§ WORK ITEM:
Among the records below, which lines contain the string "textBaseline"? Report them.

§ DATASET ENTRIES:

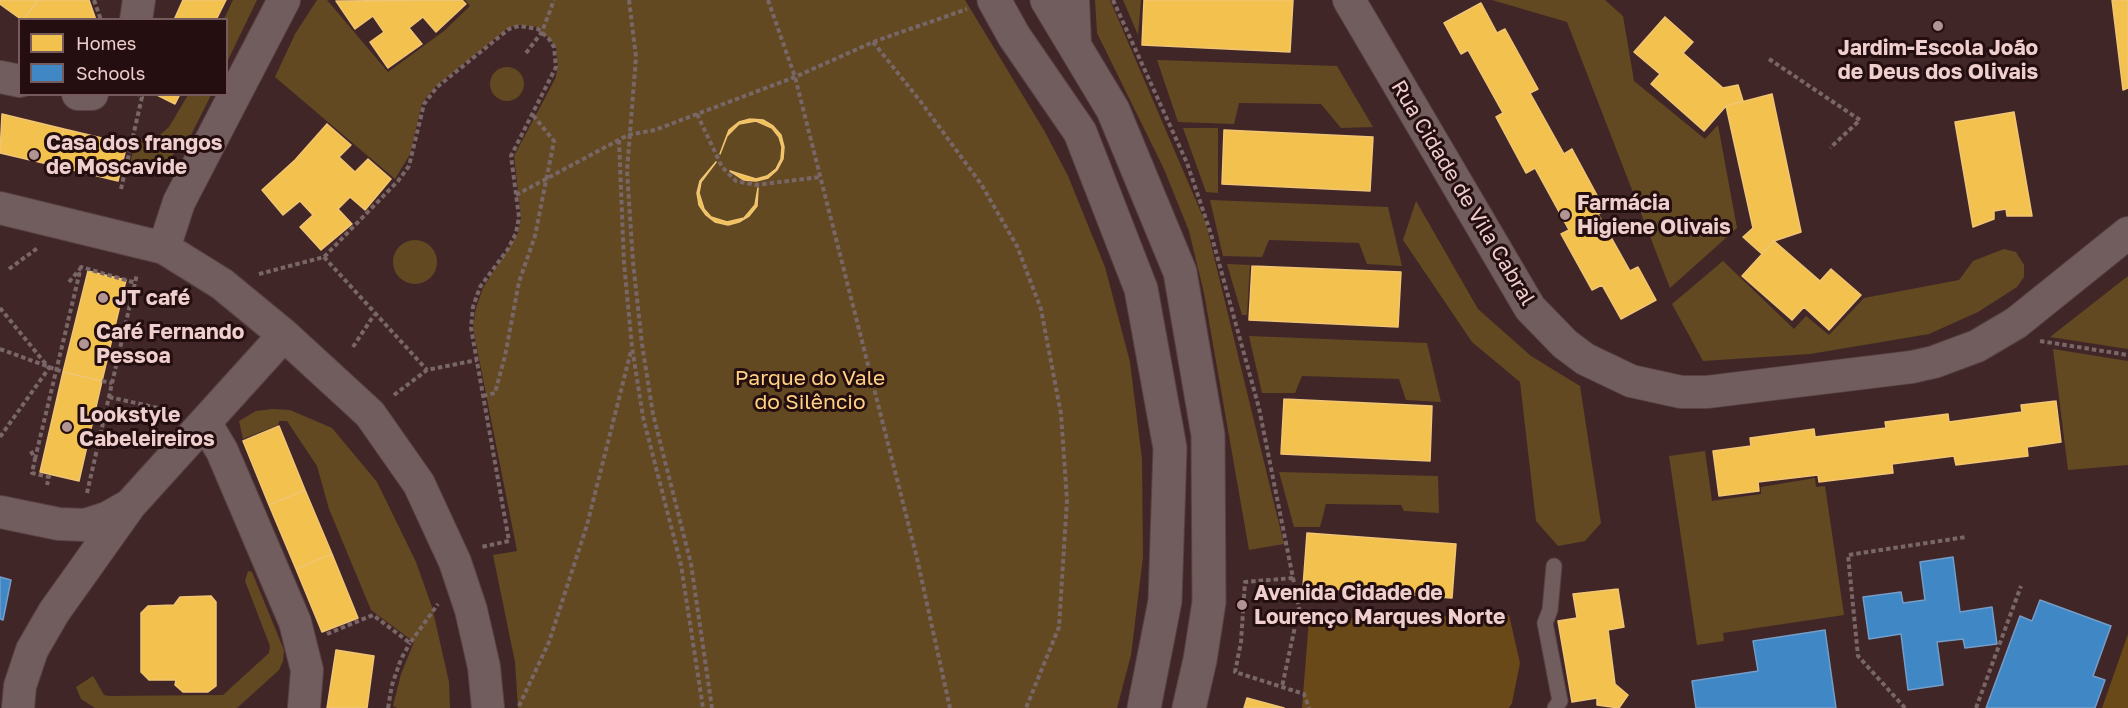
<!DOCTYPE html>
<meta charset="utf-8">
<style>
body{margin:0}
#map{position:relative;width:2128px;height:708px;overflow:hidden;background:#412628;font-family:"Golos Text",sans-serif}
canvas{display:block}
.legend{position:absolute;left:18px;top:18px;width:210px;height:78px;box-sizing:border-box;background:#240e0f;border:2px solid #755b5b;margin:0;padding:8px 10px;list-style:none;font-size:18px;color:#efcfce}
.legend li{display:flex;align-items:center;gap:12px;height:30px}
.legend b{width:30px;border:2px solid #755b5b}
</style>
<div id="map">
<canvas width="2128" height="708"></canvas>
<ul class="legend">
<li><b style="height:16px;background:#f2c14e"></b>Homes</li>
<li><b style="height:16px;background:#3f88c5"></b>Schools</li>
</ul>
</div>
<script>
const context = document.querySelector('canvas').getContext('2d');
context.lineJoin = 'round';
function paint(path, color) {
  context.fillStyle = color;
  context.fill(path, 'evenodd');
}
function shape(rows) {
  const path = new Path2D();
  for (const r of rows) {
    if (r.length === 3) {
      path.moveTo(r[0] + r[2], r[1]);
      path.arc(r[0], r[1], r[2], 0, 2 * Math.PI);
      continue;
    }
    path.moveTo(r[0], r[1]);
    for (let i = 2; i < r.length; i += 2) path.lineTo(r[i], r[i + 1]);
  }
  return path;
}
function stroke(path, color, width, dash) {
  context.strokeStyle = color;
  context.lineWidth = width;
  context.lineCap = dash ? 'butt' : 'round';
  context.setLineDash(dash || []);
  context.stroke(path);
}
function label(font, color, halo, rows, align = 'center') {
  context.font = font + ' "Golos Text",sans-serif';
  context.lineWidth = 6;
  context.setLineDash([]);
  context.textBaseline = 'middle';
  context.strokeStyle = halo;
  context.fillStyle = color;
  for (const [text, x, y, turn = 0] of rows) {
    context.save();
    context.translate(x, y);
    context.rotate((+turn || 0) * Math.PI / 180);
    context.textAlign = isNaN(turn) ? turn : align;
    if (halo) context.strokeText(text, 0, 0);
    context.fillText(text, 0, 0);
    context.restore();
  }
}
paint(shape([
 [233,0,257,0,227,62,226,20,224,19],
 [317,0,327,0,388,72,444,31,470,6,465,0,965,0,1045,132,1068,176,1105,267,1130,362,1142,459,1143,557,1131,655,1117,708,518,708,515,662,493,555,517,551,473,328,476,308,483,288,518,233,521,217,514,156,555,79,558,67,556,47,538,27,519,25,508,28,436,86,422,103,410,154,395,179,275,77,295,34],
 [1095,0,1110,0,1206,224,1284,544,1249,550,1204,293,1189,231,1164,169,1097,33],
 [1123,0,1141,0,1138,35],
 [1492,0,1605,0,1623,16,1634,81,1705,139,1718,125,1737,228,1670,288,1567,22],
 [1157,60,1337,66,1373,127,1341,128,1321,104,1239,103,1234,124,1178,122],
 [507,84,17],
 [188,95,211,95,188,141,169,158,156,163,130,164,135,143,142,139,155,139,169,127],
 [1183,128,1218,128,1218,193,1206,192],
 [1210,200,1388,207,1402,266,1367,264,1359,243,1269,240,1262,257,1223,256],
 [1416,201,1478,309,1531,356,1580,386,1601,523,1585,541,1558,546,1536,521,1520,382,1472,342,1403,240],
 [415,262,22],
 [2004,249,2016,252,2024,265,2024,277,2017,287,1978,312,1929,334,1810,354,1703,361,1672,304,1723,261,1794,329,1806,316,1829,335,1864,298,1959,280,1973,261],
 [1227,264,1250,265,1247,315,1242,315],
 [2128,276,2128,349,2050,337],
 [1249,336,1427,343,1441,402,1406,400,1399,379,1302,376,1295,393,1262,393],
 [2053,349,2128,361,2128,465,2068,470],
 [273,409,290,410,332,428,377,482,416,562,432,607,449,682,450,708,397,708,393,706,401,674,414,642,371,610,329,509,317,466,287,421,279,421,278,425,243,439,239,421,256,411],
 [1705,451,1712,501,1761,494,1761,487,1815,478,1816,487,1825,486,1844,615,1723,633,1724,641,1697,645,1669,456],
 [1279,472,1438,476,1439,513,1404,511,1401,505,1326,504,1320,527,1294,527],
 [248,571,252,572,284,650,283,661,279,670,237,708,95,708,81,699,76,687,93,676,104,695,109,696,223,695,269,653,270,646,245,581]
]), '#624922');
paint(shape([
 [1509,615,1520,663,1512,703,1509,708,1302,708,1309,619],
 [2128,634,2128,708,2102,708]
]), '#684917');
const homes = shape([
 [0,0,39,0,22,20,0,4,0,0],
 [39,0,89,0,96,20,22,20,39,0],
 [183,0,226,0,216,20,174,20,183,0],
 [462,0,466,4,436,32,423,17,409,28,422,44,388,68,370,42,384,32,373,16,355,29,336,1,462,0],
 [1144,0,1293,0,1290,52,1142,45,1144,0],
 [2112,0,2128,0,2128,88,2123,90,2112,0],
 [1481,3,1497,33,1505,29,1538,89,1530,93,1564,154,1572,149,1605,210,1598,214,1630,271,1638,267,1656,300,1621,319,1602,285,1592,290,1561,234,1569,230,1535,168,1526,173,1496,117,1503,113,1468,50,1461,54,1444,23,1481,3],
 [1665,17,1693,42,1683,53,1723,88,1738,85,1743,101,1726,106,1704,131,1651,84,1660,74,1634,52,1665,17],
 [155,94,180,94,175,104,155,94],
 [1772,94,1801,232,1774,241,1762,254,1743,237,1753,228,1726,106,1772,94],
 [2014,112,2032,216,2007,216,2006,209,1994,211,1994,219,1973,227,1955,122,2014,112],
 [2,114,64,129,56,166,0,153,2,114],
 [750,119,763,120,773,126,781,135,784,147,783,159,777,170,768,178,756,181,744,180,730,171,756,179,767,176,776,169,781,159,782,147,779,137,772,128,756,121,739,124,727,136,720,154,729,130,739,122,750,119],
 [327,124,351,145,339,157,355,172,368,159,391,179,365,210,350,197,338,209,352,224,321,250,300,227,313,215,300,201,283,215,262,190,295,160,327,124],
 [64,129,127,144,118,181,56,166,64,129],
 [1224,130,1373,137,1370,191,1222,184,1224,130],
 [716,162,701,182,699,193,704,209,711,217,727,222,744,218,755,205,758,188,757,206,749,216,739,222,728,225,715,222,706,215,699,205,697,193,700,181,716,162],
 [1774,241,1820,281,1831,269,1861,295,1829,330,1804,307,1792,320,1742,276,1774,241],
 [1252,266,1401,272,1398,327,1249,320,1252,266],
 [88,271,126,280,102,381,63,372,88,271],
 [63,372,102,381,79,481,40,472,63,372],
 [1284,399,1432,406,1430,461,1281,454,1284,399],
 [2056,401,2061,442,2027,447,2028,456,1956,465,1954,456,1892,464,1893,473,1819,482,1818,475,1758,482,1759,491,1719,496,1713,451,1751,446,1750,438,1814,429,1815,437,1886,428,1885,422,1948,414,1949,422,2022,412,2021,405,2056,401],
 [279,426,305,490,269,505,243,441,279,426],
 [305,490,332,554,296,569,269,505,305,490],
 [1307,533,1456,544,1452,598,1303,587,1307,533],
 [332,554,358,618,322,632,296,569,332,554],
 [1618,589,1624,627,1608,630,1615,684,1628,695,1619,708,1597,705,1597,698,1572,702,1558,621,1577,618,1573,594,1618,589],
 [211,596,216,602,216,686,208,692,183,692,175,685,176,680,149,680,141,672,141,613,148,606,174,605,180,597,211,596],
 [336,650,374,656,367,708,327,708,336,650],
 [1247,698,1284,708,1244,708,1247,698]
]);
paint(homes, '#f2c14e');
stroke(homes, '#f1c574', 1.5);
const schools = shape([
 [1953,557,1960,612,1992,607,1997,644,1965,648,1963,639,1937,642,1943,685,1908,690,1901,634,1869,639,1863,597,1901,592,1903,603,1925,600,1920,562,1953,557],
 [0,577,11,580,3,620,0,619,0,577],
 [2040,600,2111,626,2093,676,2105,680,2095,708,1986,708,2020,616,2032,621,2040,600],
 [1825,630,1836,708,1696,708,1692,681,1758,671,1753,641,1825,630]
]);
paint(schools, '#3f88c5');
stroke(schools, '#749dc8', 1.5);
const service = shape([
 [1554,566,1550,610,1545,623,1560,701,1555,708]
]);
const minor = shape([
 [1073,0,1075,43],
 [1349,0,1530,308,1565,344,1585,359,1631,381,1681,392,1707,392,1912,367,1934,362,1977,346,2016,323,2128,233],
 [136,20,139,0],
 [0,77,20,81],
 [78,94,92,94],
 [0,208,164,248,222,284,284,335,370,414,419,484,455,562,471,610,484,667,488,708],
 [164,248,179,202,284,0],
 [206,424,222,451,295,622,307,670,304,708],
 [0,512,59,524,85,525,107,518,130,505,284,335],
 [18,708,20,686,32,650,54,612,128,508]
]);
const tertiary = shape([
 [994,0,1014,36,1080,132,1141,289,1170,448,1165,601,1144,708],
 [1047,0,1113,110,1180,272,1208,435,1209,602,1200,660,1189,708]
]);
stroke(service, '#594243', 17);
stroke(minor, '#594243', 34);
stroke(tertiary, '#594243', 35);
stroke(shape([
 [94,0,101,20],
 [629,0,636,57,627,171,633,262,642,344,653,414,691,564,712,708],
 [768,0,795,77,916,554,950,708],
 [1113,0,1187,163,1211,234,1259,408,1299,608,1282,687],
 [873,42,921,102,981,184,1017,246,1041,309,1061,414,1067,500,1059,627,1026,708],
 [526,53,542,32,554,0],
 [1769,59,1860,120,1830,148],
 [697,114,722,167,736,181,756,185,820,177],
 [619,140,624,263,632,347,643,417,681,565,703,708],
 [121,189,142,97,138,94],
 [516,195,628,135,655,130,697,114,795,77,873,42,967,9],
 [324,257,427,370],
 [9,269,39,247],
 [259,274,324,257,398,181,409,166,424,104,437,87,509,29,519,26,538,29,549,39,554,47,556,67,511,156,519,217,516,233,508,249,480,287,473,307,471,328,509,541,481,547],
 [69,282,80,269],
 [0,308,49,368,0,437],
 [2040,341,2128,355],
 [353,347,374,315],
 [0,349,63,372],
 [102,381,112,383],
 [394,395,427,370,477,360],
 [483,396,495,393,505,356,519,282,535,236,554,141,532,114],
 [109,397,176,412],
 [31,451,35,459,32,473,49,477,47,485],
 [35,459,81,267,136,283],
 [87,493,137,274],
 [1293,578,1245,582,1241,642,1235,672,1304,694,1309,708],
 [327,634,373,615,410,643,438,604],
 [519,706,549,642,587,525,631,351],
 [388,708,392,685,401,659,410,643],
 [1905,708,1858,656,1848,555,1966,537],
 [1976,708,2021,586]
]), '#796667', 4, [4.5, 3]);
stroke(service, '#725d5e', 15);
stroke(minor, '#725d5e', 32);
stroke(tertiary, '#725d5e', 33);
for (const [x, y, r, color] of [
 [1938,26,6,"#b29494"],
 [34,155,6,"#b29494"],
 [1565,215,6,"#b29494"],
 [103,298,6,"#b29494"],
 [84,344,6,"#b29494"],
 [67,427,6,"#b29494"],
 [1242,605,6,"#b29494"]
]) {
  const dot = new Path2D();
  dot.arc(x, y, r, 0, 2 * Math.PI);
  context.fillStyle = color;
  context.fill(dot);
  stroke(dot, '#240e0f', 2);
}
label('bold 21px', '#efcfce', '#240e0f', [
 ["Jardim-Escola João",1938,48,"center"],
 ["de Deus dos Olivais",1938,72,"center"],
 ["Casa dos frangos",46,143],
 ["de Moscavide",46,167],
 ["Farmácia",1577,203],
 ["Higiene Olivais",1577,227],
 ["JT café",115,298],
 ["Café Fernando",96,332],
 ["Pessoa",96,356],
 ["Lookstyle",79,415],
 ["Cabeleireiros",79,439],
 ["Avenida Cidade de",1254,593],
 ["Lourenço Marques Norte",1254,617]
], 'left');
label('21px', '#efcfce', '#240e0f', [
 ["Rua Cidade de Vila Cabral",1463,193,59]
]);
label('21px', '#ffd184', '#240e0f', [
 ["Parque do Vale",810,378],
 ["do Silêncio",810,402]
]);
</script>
--
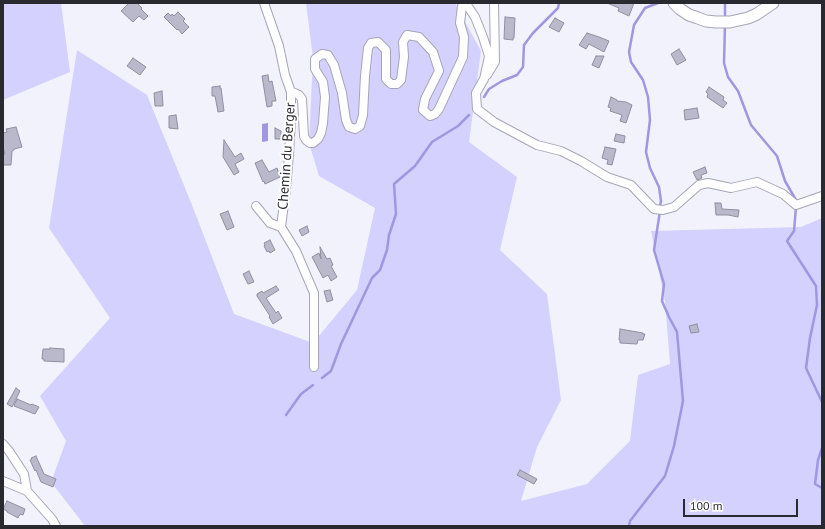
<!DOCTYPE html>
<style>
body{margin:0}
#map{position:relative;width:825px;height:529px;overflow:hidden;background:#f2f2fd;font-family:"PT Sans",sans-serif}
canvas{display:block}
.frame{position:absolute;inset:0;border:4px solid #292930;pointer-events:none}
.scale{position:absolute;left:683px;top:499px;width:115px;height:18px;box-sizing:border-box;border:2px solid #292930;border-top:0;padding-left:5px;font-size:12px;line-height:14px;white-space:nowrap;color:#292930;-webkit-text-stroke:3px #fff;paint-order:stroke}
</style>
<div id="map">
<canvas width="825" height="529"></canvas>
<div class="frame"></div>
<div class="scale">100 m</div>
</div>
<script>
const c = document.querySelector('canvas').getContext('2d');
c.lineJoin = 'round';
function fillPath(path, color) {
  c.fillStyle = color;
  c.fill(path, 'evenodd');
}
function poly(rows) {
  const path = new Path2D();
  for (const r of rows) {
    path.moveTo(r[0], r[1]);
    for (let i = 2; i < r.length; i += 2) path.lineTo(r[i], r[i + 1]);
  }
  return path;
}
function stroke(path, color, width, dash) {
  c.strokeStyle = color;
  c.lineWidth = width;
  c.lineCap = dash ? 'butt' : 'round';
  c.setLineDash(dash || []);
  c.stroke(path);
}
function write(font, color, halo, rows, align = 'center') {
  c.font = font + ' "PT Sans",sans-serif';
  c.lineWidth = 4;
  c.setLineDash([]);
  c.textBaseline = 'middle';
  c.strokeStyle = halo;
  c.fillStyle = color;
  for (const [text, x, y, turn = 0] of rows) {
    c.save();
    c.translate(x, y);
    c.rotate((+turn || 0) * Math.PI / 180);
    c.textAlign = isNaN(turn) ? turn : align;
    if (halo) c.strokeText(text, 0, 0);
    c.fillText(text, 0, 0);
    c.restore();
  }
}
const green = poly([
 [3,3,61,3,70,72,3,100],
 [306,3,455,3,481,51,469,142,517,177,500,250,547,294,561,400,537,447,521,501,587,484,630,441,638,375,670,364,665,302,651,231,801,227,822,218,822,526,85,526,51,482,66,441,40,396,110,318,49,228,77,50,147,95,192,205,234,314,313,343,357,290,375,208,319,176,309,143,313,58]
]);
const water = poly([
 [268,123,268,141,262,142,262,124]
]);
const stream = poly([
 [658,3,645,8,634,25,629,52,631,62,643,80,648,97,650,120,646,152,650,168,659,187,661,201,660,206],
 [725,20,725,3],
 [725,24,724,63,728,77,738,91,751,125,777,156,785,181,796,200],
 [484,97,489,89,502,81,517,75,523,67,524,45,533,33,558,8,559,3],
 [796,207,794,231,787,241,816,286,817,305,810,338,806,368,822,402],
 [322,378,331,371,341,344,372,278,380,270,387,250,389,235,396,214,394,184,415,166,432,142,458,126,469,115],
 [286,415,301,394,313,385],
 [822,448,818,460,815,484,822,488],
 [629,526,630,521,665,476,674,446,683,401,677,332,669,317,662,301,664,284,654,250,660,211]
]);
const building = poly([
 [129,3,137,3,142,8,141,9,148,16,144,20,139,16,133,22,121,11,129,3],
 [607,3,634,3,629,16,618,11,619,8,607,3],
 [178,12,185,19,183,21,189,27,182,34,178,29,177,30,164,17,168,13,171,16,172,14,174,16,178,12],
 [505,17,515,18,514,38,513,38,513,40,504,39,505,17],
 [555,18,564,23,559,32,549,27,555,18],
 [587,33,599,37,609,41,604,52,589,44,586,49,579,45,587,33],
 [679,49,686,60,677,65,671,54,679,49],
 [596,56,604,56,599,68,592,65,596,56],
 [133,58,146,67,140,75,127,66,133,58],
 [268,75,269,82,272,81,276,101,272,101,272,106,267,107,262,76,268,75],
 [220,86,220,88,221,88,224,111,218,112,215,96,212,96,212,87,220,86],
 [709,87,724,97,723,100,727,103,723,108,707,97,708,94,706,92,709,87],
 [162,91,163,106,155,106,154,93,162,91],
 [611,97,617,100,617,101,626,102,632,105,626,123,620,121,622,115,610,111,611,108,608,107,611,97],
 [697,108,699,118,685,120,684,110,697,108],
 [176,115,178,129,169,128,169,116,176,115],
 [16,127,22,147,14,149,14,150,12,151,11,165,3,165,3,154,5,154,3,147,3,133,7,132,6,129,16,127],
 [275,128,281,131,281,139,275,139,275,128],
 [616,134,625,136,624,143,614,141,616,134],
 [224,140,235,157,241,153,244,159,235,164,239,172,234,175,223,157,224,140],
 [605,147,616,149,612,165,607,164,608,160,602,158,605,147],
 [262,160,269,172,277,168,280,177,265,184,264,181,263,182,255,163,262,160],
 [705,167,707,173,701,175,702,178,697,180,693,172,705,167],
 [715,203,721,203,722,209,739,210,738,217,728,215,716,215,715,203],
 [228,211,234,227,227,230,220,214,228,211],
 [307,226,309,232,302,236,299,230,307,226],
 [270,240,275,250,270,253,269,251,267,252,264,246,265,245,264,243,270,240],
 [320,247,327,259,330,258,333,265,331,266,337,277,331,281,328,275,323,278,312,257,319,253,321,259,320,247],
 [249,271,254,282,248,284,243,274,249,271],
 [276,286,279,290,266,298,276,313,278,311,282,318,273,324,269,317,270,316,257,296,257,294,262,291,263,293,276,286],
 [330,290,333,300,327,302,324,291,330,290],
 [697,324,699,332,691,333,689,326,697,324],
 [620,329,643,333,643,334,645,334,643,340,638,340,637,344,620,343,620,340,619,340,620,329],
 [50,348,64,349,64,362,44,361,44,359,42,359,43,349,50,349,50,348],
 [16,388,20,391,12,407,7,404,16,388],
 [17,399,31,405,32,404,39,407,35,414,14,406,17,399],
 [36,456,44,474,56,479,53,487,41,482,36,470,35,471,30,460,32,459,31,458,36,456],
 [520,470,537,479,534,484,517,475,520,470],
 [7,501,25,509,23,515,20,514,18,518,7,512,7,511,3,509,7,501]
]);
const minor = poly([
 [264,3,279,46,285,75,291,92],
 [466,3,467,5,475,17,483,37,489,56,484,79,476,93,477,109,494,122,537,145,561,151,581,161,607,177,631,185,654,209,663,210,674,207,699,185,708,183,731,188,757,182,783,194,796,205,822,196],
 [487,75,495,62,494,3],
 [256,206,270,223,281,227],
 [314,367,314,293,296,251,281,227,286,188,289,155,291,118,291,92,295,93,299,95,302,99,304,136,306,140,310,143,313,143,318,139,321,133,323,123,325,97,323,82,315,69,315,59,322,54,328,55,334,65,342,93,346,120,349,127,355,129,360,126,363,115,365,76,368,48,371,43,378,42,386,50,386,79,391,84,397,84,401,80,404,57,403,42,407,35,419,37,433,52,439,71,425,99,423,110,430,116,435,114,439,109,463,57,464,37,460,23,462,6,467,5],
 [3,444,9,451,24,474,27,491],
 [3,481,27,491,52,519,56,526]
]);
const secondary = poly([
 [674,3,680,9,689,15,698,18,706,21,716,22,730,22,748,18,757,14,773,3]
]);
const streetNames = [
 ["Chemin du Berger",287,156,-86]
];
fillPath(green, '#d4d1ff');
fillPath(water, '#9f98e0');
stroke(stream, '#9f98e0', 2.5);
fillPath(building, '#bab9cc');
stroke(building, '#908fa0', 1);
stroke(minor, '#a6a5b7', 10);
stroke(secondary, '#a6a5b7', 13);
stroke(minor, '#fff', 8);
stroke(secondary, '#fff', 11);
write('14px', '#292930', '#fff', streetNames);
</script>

§ RESPONSE TO THIS EXERCISE:
  context.textBaseline = 'middle';
  c.textBaseline = 'middle';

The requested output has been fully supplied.